__Material shown__
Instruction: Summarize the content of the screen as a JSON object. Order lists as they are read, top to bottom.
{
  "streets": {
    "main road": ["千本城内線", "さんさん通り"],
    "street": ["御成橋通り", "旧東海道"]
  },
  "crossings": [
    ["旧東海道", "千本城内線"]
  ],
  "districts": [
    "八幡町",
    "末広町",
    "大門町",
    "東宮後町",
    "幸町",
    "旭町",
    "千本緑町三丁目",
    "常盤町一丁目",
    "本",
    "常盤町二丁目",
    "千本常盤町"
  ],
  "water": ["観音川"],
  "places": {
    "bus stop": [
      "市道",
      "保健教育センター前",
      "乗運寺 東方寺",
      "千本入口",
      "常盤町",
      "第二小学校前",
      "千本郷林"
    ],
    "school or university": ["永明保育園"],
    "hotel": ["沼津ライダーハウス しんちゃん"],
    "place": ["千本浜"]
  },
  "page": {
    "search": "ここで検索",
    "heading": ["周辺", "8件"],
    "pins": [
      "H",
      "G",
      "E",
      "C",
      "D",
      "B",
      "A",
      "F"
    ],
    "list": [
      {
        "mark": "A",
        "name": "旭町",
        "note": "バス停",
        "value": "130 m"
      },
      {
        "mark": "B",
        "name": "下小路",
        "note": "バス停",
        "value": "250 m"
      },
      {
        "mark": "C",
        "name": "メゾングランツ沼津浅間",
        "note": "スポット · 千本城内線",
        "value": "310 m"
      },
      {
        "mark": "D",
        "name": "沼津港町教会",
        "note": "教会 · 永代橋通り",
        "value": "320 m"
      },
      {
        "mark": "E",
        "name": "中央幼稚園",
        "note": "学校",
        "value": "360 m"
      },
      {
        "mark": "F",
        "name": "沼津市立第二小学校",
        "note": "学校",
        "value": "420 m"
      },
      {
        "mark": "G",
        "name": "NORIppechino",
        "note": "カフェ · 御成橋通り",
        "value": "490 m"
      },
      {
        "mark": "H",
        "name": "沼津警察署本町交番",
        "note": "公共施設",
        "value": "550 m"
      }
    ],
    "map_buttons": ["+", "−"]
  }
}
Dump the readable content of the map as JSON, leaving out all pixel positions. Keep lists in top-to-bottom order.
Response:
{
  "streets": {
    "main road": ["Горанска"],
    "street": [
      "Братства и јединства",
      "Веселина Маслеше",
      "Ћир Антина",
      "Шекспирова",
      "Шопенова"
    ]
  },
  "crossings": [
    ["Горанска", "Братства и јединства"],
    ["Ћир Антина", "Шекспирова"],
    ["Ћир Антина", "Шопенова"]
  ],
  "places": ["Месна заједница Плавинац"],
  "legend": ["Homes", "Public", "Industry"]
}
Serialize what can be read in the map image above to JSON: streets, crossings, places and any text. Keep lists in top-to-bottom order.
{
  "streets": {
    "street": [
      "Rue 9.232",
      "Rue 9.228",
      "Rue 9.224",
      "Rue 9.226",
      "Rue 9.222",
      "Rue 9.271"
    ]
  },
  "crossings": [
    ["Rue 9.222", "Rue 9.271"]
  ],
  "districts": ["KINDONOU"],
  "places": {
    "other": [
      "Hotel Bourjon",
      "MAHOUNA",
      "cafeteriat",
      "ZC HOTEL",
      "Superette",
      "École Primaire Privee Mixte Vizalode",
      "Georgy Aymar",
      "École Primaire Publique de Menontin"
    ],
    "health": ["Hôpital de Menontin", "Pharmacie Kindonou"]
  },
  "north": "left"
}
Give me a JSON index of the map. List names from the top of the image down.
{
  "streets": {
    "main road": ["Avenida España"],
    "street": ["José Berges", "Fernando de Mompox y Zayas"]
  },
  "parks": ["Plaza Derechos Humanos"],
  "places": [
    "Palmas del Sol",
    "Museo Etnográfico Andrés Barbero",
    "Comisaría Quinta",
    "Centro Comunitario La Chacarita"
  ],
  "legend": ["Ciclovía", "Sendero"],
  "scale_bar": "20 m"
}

__What the task requires__
Wherever the string "lists" appears in a line of the records, copy that line.

__Result__
Instruction: Summarize the content of the screen as a JSON object. Order lists as they are read, top to bottom.
Dump the readable content of the map as JSON, leaving out all pixel positions. Keep lists in top-to-bottom order.
Serialize what can be read in the map image above to JSON: streets, crossings, places and any text. Keep lists in top-to-bottom order.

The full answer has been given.